Selain berkaca dari pola pengasuhan generasi di Jepang, ada pula Siti Huma Hatun, Ibu dari Mehmed Alfatih Sang Pembebas Kota Konstantinopel yang berhasil membangun kepribadian baik pada diri Alfatih sejak kecil. Tidak hanya etika berperilaku tetapi beliau juga menanamkan rasa tanggung jawab serta jiwa kepemimpinan yang berdampak pada tingginya kualitas pola berpikir kritis Mehmed Alfatih. Hal inilah yang membawa Alfatih berhasil membebaskan kota Konstantinopel pada usia 21 tahun. Peran Siti Huma Hatun dibantu ayahanda Mehmed Alfatih yaitu Sultan Murad II. Walaupun Alfatih merupakan anak seorang sultan, tidak semat-mata mengandalkan berlimpahnya kemudahan yang tersedia. Alfatih kecil juga sudah mulai dipersiapkan untuk melanjutkan mimpi besar Kerajaan Turki Utsmani yaitu membebaskan Konstaninopel. (Baca Fatih 1453,Felix Siauw

Perilaku remaja seharusnya juga dibantu pembangunannya oleh faktor dari luar. Namun, pada kenyataannnya faktor dari luar sedikit yang membangun dan banyak merusak perilaku remaja yang seharusnya jika tidak dirusak maka akan berperilaku sesuai yang diajarkan sejak kecil yaitu beretika dan bermoral. 

Contoh yang dapat kita ambil misalnya dari dunia hiburan. Remaja memang tak bisa dilepaskan dari pengaruh dunia hiburan. Oleh karena itu, dunia hiburan selain menghibur seharusnya juga dapat menambah wawasan.Tidak jarang ditemukan aksi pornografi terselubung nyaris di setiap situs hiburan yang dampaknya meski tidak secara langsung tetapi berpengaruh besar terhadap pemikiran alam bawah sadar remaja. Perusakan pola pikir lewat aksi pornografi dapat dengan mudah ditemukan langsung di sekitar kita seperti berita tentang beredarnya video mesum dua pelajar asal Karawang, padahal aktor perempuan dalam video tersebut merupakan mantan finalis Mojang Karawang yang bersekolah di salah satu sekolah favorit di kota tersebut (Salam, 2018).

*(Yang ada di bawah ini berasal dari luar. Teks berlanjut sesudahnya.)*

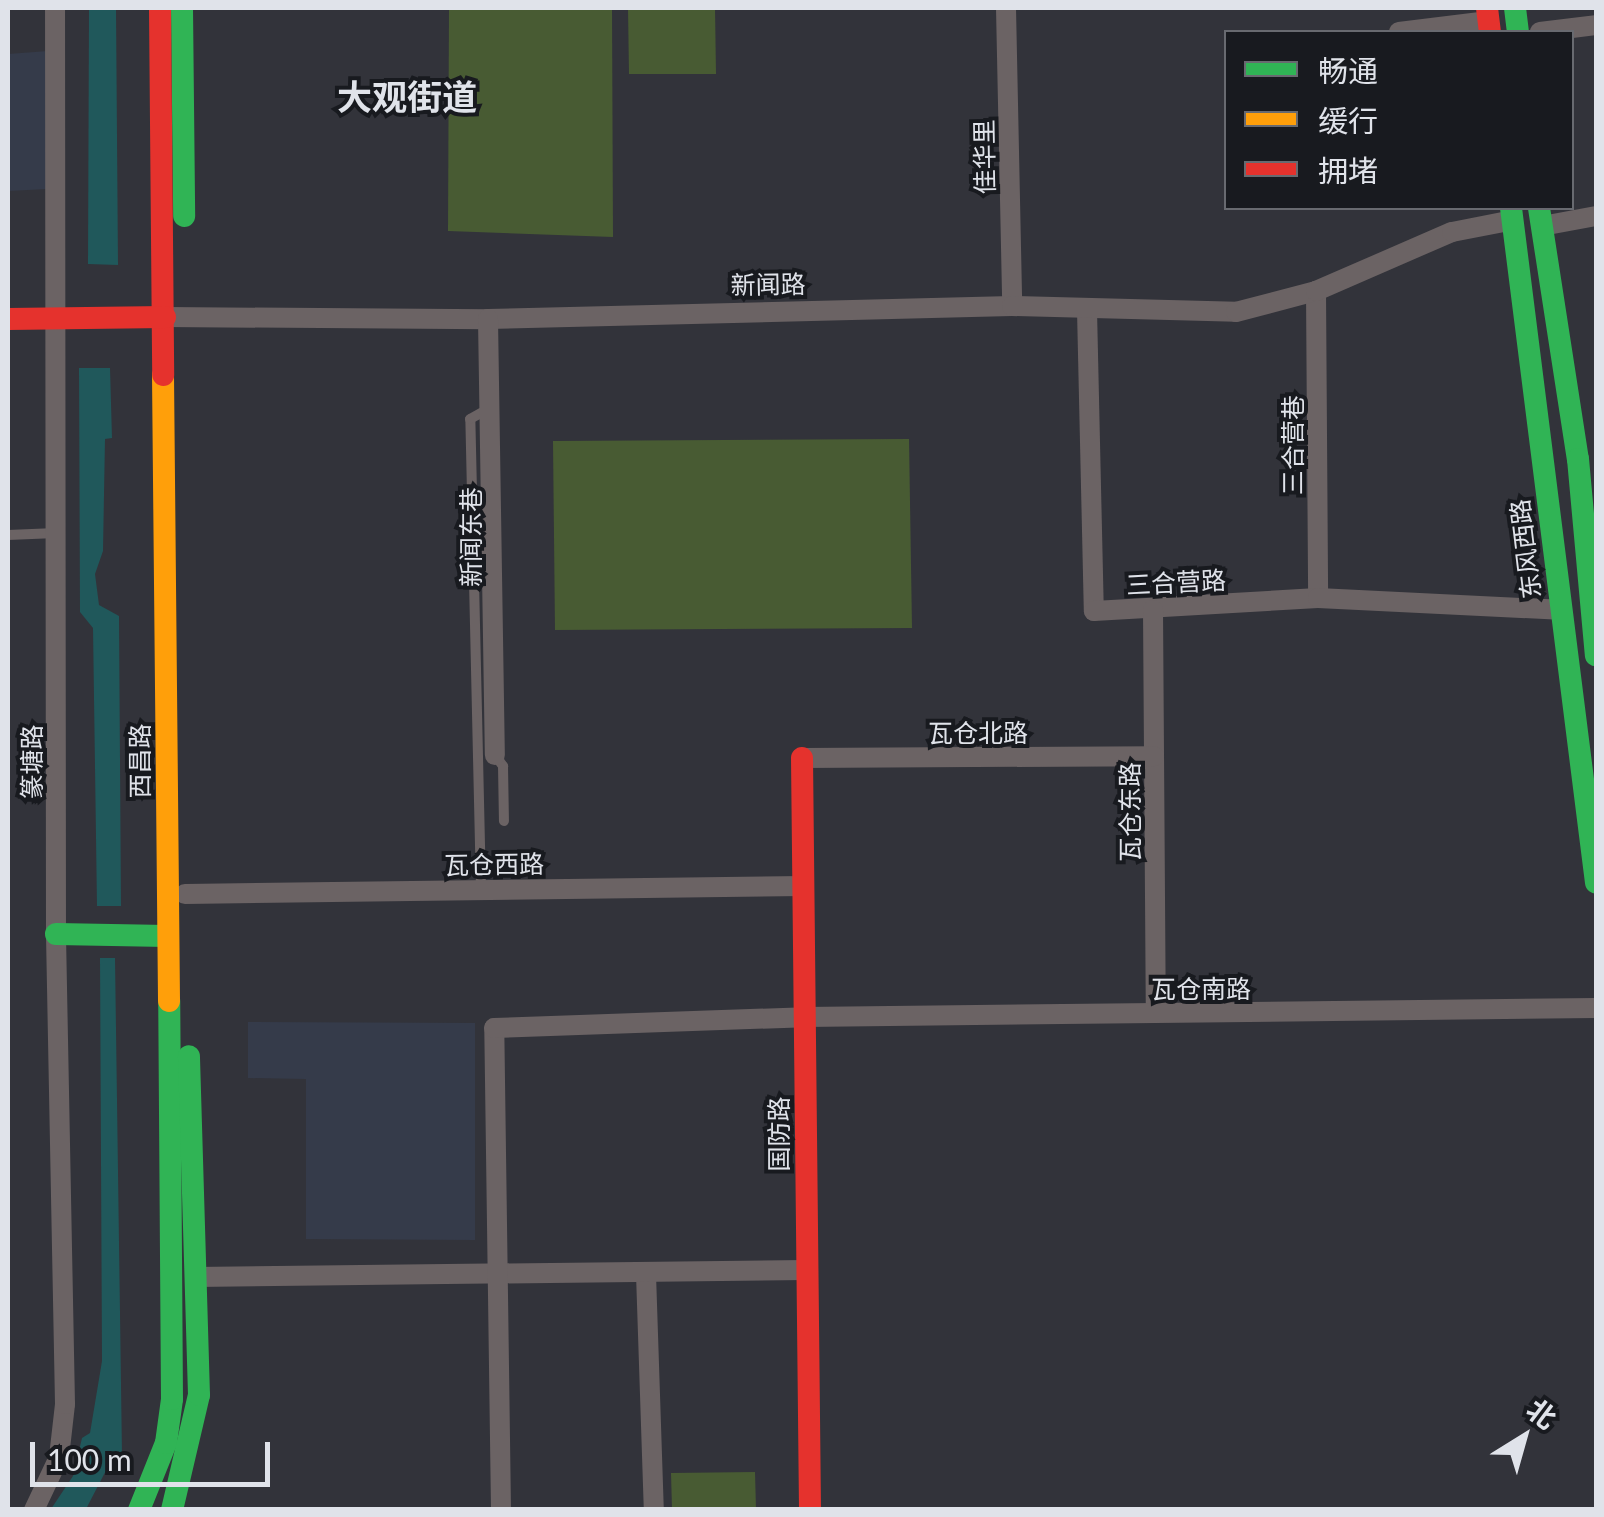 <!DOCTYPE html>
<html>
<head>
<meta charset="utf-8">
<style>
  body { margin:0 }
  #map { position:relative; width:1604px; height:1517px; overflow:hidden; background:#32333a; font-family:Lato,"Noto Sans SC",sans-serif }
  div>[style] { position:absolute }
  .built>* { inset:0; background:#353b4a }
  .green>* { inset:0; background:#485b33 }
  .water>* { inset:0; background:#20585b }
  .lane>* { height:10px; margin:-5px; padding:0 5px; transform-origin:5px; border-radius:5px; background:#6b6364 }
  .street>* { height:20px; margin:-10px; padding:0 10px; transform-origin:10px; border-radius:10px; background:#6b6364 }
  .fast>* { height:22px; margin:-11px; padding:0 11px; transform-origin:11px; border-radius:11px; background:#30b455 }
  .slow>* { height:22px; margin:-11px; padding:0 11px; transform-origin:11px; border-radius:11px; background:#ff9f0a }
  .jam>* { height:22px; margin:-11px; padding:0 11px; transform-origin:11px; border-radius:11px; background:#e5322d }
  span { translate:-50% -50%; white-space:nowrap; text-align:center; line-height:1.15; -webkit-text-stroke:8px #181a1f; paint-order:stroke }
  .street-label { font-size:25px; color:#e0e3ea }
  .district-label { font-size:35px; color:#e0e3ea; font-weight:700 }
  .frame { position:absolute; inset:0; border:10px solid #e0e3ea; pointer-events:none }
  .legend { position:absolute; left:1224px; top:30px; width:350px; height:180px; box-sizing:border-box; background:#181a1f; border:2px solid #686a70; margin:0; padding:12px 18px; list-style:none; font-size:30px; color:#e0e3ea }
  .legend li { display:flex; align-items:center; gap:20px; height:50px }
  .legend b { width:50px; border:2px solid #686a70 }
  .north { position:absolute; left:1474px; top:1387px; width:100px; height:100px; -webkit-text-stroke:8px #181a1f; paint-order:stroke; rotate:37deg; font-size:28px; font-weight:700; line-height:40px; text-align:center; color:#e0e3ea }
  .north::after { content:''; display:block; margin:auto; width:35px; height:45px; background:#e0e3ea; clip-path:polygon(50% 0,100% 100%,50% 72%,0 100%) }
  .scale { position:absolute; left:30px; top:1442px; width:240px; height:45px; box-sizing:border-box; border:5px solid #e0e3ea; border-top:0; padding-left:12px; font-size:30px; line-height:35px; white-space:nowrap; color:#e0e3ea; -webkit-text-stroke:8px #181a1f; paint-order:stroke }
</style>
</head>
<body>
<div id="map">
  <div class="built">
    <i style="clip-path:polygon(48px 51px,47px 189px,8px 191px,8px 54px)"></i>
    <i style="clip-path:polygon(248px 1022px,475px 1023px,475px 1240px,306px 1239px,306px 1079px,248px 1078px)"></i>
  </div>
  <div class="green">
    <i style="clip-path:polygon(449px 8px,612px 8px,613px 237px,448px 231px)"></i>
    <i style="clip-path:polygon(628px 8px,715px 8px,716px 74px,629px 74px)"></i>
    <i style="clip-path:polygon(909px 439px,912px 628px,555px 630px,553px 441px)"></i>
    <i style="clip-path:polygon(755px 1472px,756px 1509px,672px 1509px,671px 1473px)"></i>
  </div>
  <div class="water">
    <i style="clip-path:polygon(89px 8px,116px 8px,118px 265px,88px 264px)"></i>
    <i style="clip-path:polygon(79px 368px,110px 368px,112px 438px,105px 439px,103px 551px,95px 574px,99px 605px,119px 616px,121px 906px,97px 906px,93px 628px,80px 612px)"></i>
    <i style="clip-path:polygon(100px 958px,115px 958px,122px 1455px,113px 1457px,86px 1509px,51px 1509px,73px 1476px,82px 1438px,90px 1433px,102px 1361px)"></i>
  </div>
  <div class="lane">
    <i style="left:8px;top:535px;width:48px;rotate:-2.4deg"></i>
    <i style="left:495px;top:755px;width:14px;rotate:54deg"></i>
    <i style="left:503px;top:766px;width:55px;rotate:89deg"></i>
    <i style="left:481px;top:889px;width:470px;rotate:-91.3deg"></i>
    <i style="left:470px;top:419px;width:21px;rotate:-29deg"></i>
  </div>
  <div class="street">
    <i style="left:1006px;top:8px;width:298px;rotate:88.8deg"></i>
    <i style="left:1399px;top:32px;width:90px;rotate:-7deg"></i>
    <i style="left:1540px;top:32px;width:56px;rotate:-7.1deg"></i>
    <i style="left:1542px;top:226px;width:55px;rotate:-10.5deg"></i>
    <i style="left:1316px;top:291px;width:307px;rotate:89.6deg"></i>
    <i style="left:1087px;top:310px;width:301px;rotate:88.7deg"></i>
    <i style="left:1094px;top:611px;width:224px;rotate:-3.3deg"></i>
    <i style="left:1318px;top:598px;width:242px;rotate:2.8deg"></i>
    <i style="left:165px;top:317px;width:323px;rotate:0.4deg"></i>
    <i style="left:488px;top:319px;width:524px;rotate:-1.42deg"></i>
    <i style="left:1012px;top:306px;width:224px;rotate:1.5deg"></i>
    <i style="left:1236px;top:312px;width:83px;rotate:-14.7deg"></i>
    <i style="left:1316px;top:291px;width:148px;rotate:-23.5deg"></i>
    <i style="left:1452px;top:232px;width:62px;rotate:-11.1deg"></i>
    <i style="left:488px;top:319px;width:436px;rotate:89.1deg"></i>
    <i style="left:1153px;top:610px;width:403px;rotate:89.6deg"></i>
    <i style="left:802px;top:758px;width:352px;rotate:-0.3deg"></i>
    <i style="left:185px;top:894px;width:618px;rotate:-0.74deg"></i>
    <i style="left:646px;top:1274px;width:236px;rotate:88.1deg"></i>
    <i style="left:195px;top:1277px;width:611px;rotate:-0.66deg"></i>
    <i style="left:34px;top:1510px;width:59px;rotate:-64.7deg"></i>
    <i style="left:59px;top:1457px;width:53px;rotate:-83.5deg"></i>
    <i style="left:65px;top:1404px;width:470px;rotate:-91.1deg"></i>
    <i style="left:56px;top:934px;width:926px;rotate:-90.06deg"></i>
    <i style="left:501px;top:1510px;width:482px;rotate:-90.8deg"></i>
    <i style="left:494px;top:1028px;width:311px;rotate:-2deg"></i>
    <i style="left:805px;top:1017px;width:791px;rotate:-0.65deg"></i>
  </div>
  <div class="fast">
    <i style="left:182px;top:8px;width:208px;rotate:89.4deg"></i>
    <i style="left:1515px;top:8px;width:24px;rotate:83deg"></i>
    <i style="left:1511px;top:208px;width:680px;rotate:82.82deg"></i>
    <i style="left:1539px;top:208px;width:254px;rotate:81.2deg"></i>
    <i style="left:1578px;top:459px;width:197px;rotate:84.8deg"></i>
    <i style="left:56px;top:934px;width:111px;rotate:1deg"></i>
    <i style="left:139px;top:1510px;width:72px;rotate:-68.1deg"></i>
    <i style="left:166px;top:1443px;width:44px;rotate:-82.2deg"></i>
    <i style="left:172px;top:1399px;width:398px;rotate:-90.4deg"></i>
    <i style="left:172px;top:1510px;width:118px;rotate:-76.8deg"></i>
    <i style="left:199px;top:1395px;width:339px;rotate:-91.7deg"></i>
  </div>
  <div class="slow">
    <i style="left:163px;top:375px;width:626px;rotate:89.45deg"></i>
  </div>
  <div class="jam">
    <i style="left:160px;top:8px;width:367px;rotate:89.5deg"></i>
    <i style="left:1487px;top:8px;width:24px;rotate:83deg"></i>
    <i style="left:8px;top:319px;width:157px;rotate:-0.7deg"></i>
    <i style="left:802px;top:758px;width:752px;rotate:89.39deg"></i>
  </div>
  <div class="street-label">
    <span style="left:984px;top:157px;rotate:-91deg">佳华里</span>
    <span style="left:768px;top:284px;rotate:-1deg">新闻路</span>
    <span style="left:1292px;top:445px;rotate:-90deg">三合营巷</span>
    <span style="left:470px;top:537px;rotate:-90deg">新闻东巷</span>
    <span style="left:1525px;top:549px;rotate:-97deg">东风西路</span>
    <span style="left:1176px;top:582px;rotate:-3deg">三合营路</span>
    <span style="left:978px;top:732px">瓦仓北路</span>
    <span style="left:139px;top:761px;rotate:-90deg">西昌路</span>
    <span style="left:31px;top:762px;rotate:-90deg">篆塘路</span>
    <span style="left:1129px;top:812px;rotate:-90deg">瓦仓东路</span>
    <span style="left:494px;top:864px;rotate:-1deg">瓦仓西路</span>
    <span style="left:1201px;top:988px">瓦仓南路</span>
    <span style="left:778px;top:1134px;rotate:-90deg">国防路</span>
  </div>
  <div class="district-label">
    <span style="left:407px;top:96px">大观街道</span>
  </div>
  <div class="frame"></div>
  <ul class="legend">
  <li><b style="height:12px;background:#30b455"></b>畅通</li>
  <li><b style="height:12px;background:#ff9f0a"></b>缓行</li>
  <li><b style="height:12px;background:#e5322d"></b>拥堵</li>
  </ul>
  <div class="north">北</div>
  <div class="scale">100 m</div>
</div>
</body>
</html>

Begitu juga aksi kekerasan yang terselip hampir di semua game yang seharusnya menghibur tetapi malah membentuk generasi yang tidak mengenal kehalusan berperilaku. Pemahaman alam bawah sadar, tidak akan muncul sebelum dipupuk semakin banyak. Pengaruhnya akan muncul setelah alam bawah sadar memengaruhi otak. Seperti yang dikatakan oleh Kementrian Pemberdayaan Perempuan dan Perlindungan Anak Republik Indonesia, dalam kasus pornografi jika alam bawah sadar telah memengaruhi otak maka otak akan mengalami penurunan pola pikir sehingga otak akan menciut yang lama-kelamaan tidak bisa digunakan untuk berpikir lagi (Nasrullah, 2018).

Masalah lainnya, dengan kemudahan yang diberikan internet dalam menampilkan segala informasi justru kadang membunuh pola pikir kritis remaja bahkan hampir semua keperluan digantungkan pada kemudahan akses internet. Padahal internet bukan semata-mata satu-satunya sumber untuk berkreasi.  Hal ini berdampak pada remaja saat ini yang cenderung tidak peka. Pada saat bonus demografi berlangsung nanti, dibutuhkan sumber daya manusia yang memiliki kualitas daya pikir kritis tinggi agar bisa membawa perbaikan peradaban.

Saat ini, fenomena remaja minim etika dan menganggap keisengan yang berlawanan dengan etika tersebut sebagai hiburan sudah dianggap sebagai kewajaran. Inilah  merupakan salah satu contoh perusakan pola pikir remaja. Saat ini di Indonesia sedang banyak terjadi rentetan peristiwa kematian pada remaja yang disebabkan keisengan oleh teman sebaya. Hal ini bisa jadi disebabkan remaja yang tidak berpikir panjang akan akibat dari perbuatannya.  Salah satunya pada kasus Sandy, remaja yang baru menginjak usia 21 tahun harus meregang nyawa di hari ulang tahunnya karena dikerjai oleh teman-temannya dengan cara diikat di tiang listrik kemudian disirami air (Perilaku Iseng Remaja Berujung Kematian, Liputan6.com, 2017).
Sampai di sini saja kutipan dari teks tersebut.